Parser has Issues with Blanks and Quotes in Unique Attributes

mmichaelis commented 11 months ago

While possible a bad example, the following will produce corrupted data in AST:

[url=javascript:alert('XSS ME');]TEXT[/url]
[url=javascript:alert("XSS ME");]TEXT[/url]

This can already be seen in the HTML Render demo, that outputs the (processed) AST tree as:

[
  {"tag":"a","attrs":{"href":"ME');"},"content":["TEXT"]},
  "\n",
  {"tag":"a","attrs":{"href":");"},"content":["TEXT"]},"\n"
]

If debugging the parsed tree prior to processing, the first line is represented as:

[
  {
    "tag": "url",
    "attrs": {
      "javascript:alert('XSS": "javascript:alert('XSS",
      "ME');": "ME');"
    },
    "content": [
      "TEXT"
    ]
  }
]

the second one as:

[
  {
    "tag": "url",
    "attrs": {
      "javascript:alert(\"XSS ME": "javascript:alert(\"XSS ME",
      ");": ");"
    },
    "content": [
      "TEXT"
    ]
  }
]

This is possible a similar issue to: #194.

While it may be argued, if the BBCode should not have used, for example, quotes for the first example (which works as expected):

[url="javascript:alert('XSS ME');"]TEXT[/url]

The pain point is, that typically BBCode origins from manually written markup. Thus, more fault-tolerance would be highly appreciated.

Alternative Challenges

[quote=J. D.]T[/quote]
[quote=J. "The T" D.]T[/quote]

JiLiZART commented 11 months ago

Pretty expected behavior, it's hard for parser to understand where ends one attribute value and start new one. So parser assumes that all attributes delimited by space. For single attribute tags like [url=someurl] I think need to ignore any symbols except ending tag ] and this behavior I think can solve another issue with [url=https://example.org/ fakeUnique=fakeUnique]T[/url], that will be transformed to <a href="https://example.org/ fakeUnique=fakeUnique">....

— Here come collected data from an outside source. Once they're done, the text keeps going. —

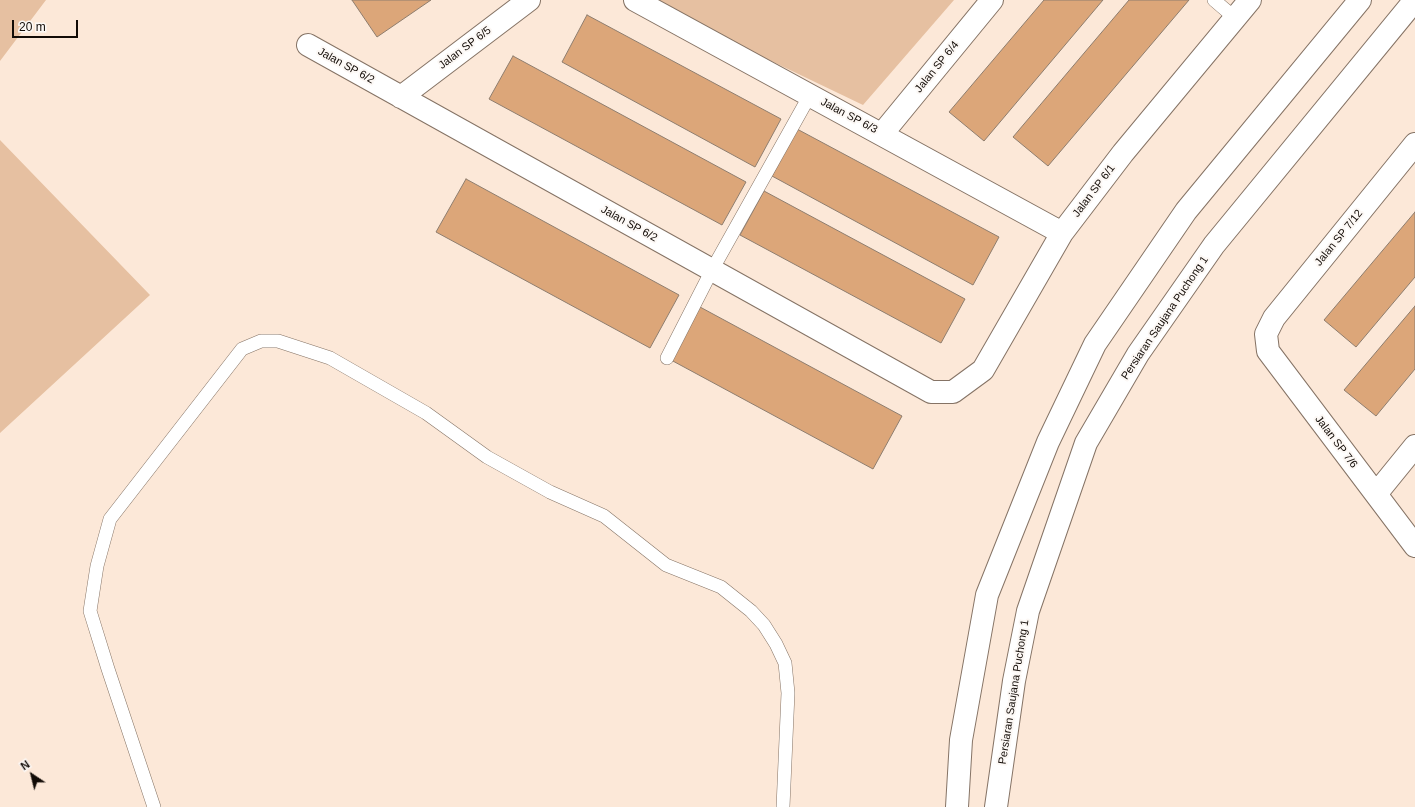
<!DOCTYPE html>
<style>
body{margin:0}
#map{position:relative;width:1415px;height:807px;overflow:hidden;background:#fce8d8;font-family:Helvetica,sans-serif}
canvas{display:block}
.north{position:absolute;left:12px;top:755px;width:40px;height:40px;-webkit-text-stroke:3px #fcf8f5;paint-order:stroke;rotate:325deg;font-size:11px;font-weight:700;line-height:16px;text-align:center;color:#120b06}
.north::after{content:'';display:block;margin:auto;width:14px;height:18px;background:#120b06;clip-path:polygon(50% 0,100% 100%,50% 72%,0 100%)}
.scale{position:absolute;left:12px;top:20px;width:66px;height:18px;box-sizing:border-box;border:2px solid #120b06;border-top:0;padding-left:5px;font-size:12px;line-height:14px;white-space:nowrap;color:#120b06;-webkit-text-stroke:3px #fcf8f5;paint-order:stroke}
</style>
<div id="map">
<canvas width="1415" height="807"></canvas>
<div class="north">N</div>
<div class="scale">20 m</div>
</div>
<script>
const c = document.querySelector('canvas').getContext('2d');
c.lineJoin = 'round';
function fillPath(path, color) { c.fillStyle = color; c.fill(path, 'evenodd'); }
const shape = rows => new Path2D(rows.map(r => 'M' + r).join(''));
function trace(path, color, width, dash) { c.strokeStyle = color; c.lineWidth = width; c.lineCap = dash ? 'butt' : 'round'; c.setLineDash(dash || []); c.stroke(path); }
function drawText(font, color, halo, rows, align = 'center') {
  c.font = font + ' Helvetica,sans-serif'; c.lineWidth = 4; c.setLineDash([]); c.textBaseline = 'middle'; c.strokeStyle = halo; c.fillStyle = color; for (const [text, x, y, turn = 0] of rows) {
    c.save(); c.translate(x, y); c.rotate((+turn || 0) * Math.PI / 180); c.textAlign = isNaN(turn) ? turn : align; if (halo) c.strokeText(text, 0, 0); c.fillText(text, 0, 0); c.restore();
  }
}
fillPath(shape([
 [0,0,46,0,0,61],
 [644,0,954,0,863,105],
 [0,140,150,295,0,433]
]), '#e6c0a1');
const building = shape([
 [352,0,431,0,377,37,352,0],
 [1044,0,1103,0,984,141,949,112,1044,0],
 [1129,0,1189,0,1048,166,1013,137,1129,0],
 [587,15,781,119,755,167,562,62,587,15],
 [513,56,746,182,722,225,489,99,513,56],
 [797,129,999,237,973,285,772,176,797,129],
 [466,179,679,295,650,348,436,232,466,179],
 [764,191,965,299,941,343,740,235,764,191],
 [1415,212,1415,277,1356,347,1324,320,1415,212],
 [1415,306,1415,369,1376,416,1344,390,1415,306],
 [700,307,902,416,873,469,671,360,700,307]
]);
fillPath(building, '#dca679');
trace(building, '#8e7d6e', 1);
const service = shape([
 [1214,0,1235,18],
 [667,358,712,270,810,95],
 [154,807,108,669,90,611,97,566,110,519,242,349,261,341,278,341,330,358,426,413,487,457,550,492,604,516,666,565,721,587,751,611,764,625,776,644,785,663,788,693,783,807]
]);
const minor = shape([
 [635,0,1062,233],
 [308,45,931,392,953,392,983,370,1062,233,1123,153,1250,0],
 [401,97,529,0],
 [882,134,992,0],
 [1415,144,1274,318,1266,334,1268,351,1415,546],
 [1376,494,1415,446]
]);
const tertiary = shape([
 [957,807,961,740,987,595,1048,442,1095,344,1186,211,1360,0],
 [996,807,1014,681,1028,611,1086,443,1138,354,1214,245,1415,0]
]);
trace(service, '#857365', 14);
trace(minor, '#857365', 24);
trace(tertiary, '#857365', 24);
trace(service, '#fff', 13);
trace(minor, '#fff', 22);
trace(tertiary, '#fff', 22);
drawText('11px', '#120b06', '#fcf8f5', [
 ["Jalan SP 6/5",465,48,-37],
 ["Jalan SP 6/2",346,66,29],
 ["Jalan SP 6/4",937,67,-51],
 ["Jalan SP 6/3",849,116,28],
 ["Jalan SP 6/1",1094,191,-53],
 ["Jalan SP 6/2",629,224,29],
 ["Jalan SP 7/12",1339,238,-51],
 ["Persiaran Saujana Puchong 1",1165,318,-56],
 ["Jalan SP 7/6",1336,442,53],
 ["Persiaran Saujana Puchong 1",1014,692,-81]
]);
</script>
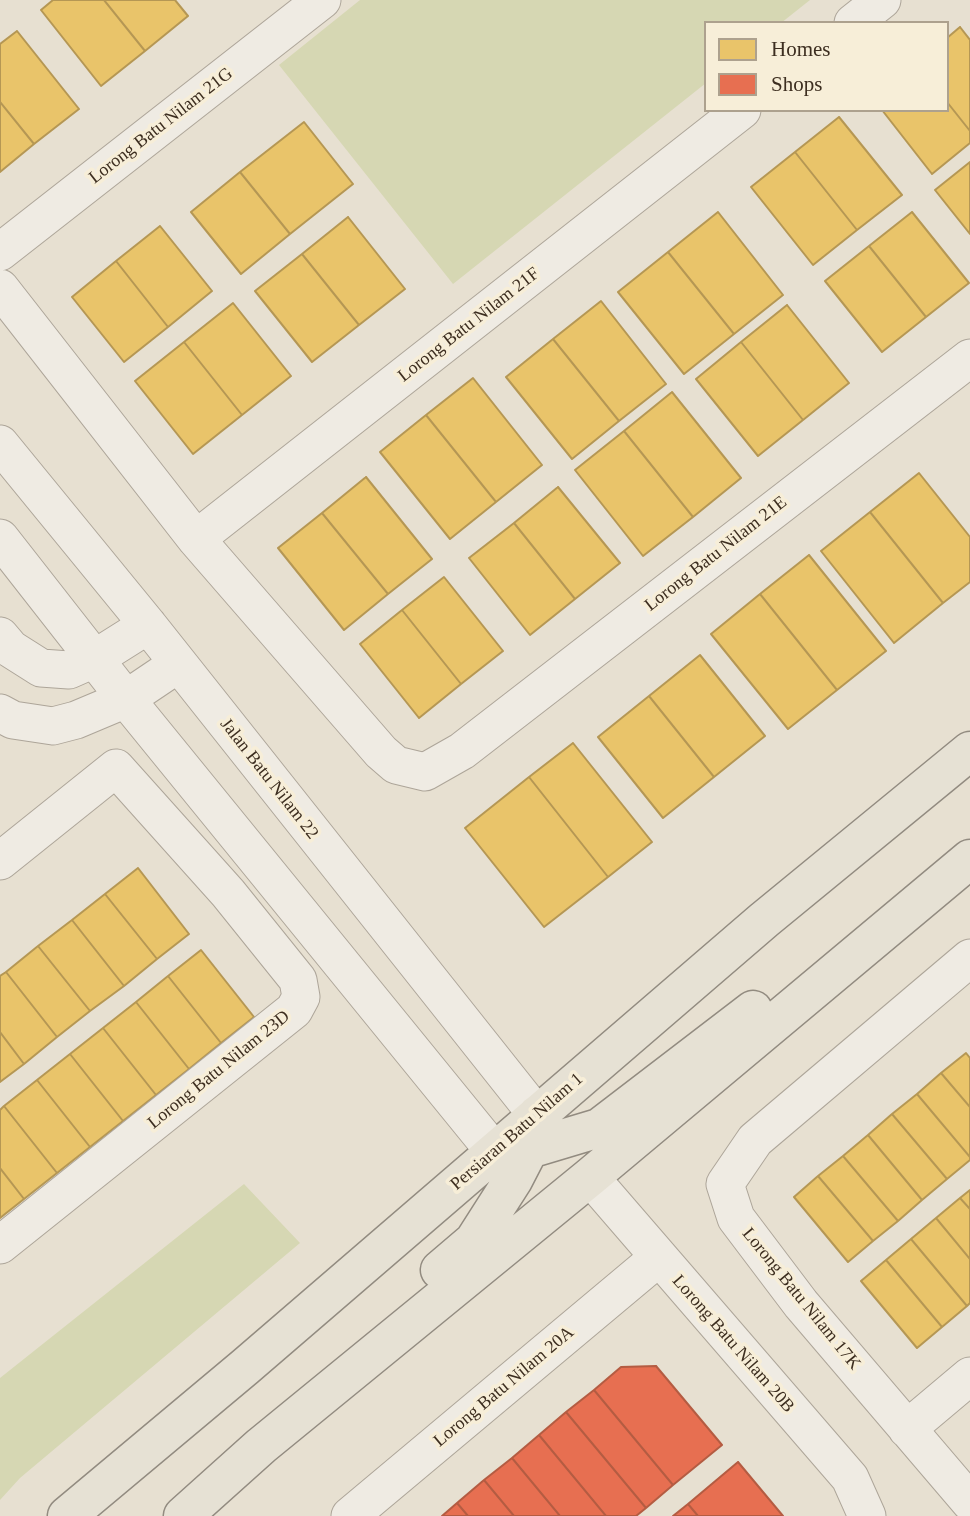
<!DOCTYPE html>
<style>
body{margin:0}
#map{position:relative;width:970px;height:1516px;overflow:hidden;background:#e7e0d1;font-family:"Times New Roman",serif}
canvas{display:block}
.legend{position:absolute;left:704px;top:21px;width:245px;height:91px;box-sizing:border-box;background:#f7eed8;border:2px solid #ada18e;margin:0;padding:9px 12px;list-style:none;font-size:21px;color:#3d2e20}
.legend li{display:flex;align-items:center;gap:14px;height:35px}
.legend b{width:35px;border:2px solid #ada18e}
</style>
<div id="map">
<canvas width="970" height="1516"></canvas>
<ul class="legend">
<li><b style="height:19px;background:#e9c46a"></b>Homes</li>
<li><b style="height:19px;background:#e76f51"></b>Shops</li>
</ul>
</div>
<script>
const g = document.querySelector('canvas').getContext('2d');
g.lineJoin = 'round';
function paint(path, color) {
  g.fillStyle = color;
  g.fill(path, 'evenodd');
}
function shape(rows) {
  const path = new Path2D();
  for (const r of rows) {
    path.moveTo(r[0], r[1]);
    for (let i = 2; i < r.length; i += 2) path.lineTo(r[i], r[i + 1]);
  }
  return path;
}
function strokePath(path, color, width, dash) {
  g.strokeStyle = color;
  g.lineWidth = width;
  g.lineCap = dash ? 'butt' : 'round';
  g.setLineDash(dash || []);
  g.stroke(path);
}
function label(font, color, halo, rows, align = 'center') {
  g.font = font + ' "Times New Roman",serif';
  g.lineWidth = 7;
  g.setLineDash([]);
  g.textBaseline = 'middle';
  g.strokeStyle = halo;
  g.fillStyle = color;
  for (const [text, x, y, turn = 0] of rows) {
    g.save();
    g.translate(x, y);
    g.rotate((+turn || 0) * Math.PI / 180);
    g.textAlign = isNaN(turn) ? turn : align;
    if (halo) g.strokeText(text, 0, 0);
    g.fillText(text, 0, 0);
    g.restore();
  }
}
const green = shape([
 [360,0,810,0,781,23,706,23,706,83,453,284,279,65],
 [244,1184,300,1243,20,1478,0,1500,0,1378]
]);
const homes = shape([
 [53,0,104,0,145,51,101,86,41,10,53,0],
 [104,0,175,0,188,16,145,51,104,0],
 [960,27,970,40,970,131,947,102,947,38,960,27],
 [17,31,79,109,34,144,0,102,0,44,17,31],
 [0,102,34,144,0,172,0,102],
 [947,102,970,131,970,143,932,174,882,110,947,110,947,102],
 [839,117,902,195,857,230,795,152,839,117],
 [304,122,353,184,290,234,240,172,304,122],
 [795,152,857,230,813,265,751,187,795,152],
 [970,162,970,234,935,190,970,162],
 [240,172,290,234,241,274,191,212,240,172],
 [718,212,783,295,734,334,668,252,718,212],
 [912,212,969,283,926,317,869,246,912,212],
 [348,217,405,289,359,325,302,254,348,217],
 [160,226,212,291,168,327,116,261,160,226],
 [869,246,926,317,882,352,825,281,869,246],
 [668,252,734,334,684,374,618,292,668,252],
 [302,254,359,325,312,362,255,291,302,254],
 [116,261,168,327,124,362,72,297,116,261],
 [601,301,666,384,619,421,553,339,601,301],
 [233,303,291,376,242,415,184,342,233,303],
 [787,305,849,383,803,420,741,342,787,305],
 [553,339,619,421,572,459,506,377,553,339],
 [184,342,242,415,193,454,135,381,184,342],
 [741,342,803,420,758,456,696,379,741,342],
 [473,378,542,465,496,502,426,415,473,378],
 [672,392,741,478,693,517,624,431,672,392],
 [426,415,496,502,450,539,380,452,426,415],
 [624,431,693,517,643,556,575,470,624,431],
 [919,473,970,537,970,582,943,603,870,512,919,473],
 [366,477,432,559,388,594,322,513,366,477],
 [558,487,620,563,575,599,514,523,558,487],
 [870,512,943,603,894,643,821,551,870,512],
 [322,513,388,594,344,630,278,548,322,513],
 [514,523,575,599,530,635,469,558,514,523],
 [809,555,886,651,837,690,760,594,809,555],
 [444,577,503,651,461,684,402,610,444,577],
 [760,594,837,690,788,729,711,634,760,594],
 [402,610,461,684,419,718,360,644,402,610],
 [700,655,765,736,714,777,649,696,700,655],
 [649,696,714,777,663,818,598,737,649,696],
 [573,743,652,842,608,877,529,777,573,743],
 [529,777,608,877,544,927,465,828,529,777],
 [138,868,189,934,157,959,105,894,138,868],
 [105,894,157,959,124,986,72,920,105,894],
 [72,920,124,986,90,1011,38,946,72,920],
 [38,946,90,1011,57,1037,6,972,38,946],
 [201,950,254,1017,221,1043,168,976,201,950],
 [6,972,57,1037,24,1064,0,1032,0,976,6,972],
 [168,976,221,1043,189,1069,136,1002,168,976],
 [136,1002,189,1069,156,1095,103,1028,136,1002],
 [103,1028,156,1095,123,1121,70,1054,103,1028],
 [0,1032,24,1064,0,1082,0,1032],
 [966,1053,970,1058,970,1107,941,1073,966,1053],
 [70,1054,123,1121,90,1147,37,1080,70,1054],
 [941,1073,970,1107,970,1157,917,1094,941,1073],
 [37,1080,90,1147,57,1173,4,1106,37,1080],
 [917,1094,970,1157,970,1160,947,1179,892,1114,917,1094],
 [4,1106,57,1173,24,1199,0,1168,0,1110,4,1106],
 [892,1114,947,1179,922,1200,868,1135,892,1114],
 [868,1135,922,1200,898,1221,843,1156,868,1135],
 [843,1156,898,1221,873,1241,818,1176,843,1156],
 [0,1168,24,1199,0,1218,0,1168],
 [818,1176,873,1241,848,1262,794,1197,818,1176],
 [970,1190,970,1209,960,1198,970,1190],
 [960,1198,970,1209,970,1259,936,1218,960,1198],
 [936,1218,970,1259,970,1303,967,1306,911,1239,936,1218],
 [911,1239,967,1306,942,1327,886,1260,911,1239],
 [886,1260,942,1327,917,1348,861,1281,886,1260]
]);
const shops = shape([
 [656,1366,722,1445,673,1485,594,1390,621,1367,656,1366],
 [594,1390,673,1485,646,1508,566,1412,594,1390],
 [566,1412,646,1508,636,1516,606,1516,539,1435,566,1412],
 [539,1435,606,1516,560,1516,512,1458,539,1435],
 [512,1458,560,1516,514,1516,484,1480,512,1458],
 [738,1462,783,1516,698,1516,688,1504,738,1462],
 [484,1480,514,1516,468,1516,457,1503,484,1480],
 [457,1503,468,1516,442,1516,457,1503],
 [688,1504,698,1516,673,1516,688,1504]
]);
const minor = shape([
 [853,23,882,0],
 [0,252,322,0],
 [0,288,196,539,381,752,396,765,425,772,462,751,970,358],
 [0,444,148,625,537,1115],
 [0,538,126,699,494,1151],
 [196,539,742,110],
 [0,636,11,649,41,668,69,670,94,659,148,625],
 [0,713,13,720,53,726,76,720,126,699,178,664],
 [0,861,116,768,228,893,298,980,301,997,294,1010,0,1245],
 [970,958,755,1140,725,1184,736,1218,801,1304,970,1502],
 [590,1177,850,1478,867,1516],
 [907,1429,970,1376],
 [350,1516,658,1258]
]);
const major = shape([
 [510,1150,529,1149,599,1128,753,1010],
 [440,1270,474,1241,513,1180,529,1149,537,1115],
 [67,1516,245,1367,764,920,970,751],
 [183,1516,261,1446,590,1177,970,859]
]);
const streetNames = [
 ["Lorong Batu Nilam 21G",161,126,-38],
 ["Lorong Batu Nilam 21F",469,325,-38],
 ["Lorong Batu Nilam 21E",716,554,-38],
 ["Jalan Batu Nilam 22",269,779,52],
 ["Lorong Batu Nilam 23D",219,1070,-39],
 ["Persiaran Batu Nilam 1",517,1132,-41],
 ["Lorong Batu Nilam 17K",801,1299,51],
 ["Lorong Batu Nilam 20B",733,1344,49],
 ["Lorong Batu Nilam 20A",504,1387,-40]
];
paint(green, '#d6d7b3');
paint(homes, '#e9c46a');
strokePath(homes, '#b59754', 2);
paint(shops, '#e76f51');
strokePath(shops, '#b45c42', 2);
strokePath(minor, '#ada599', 39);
strokePath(major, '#928b80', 41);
strokePath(minor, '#efebe3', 37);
strokePath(major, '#e6e1d4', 38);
label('18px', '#3d2e20', '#f7eed8', streetNames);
</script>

mmichaelis commented 11 months ago

For single attribute tags like [url=someurl] I think need to ignore any symbols except ending tag ].

Agreed. The question is, where to provide this information.

My gut feeling: It should be made available as an additional option to "unique arguments", so that tag mappings may decide, if they want to support, for example, [url=someurl target=_blank] (an option, BBob supports, currently), or if they prefer supporting blanks within the unique attribute.

This may come in combination with a different representation for "unique attributes" (#202). Perhaps even "in parallel" to existing tree data/TagNode representation, so that current usages do not break.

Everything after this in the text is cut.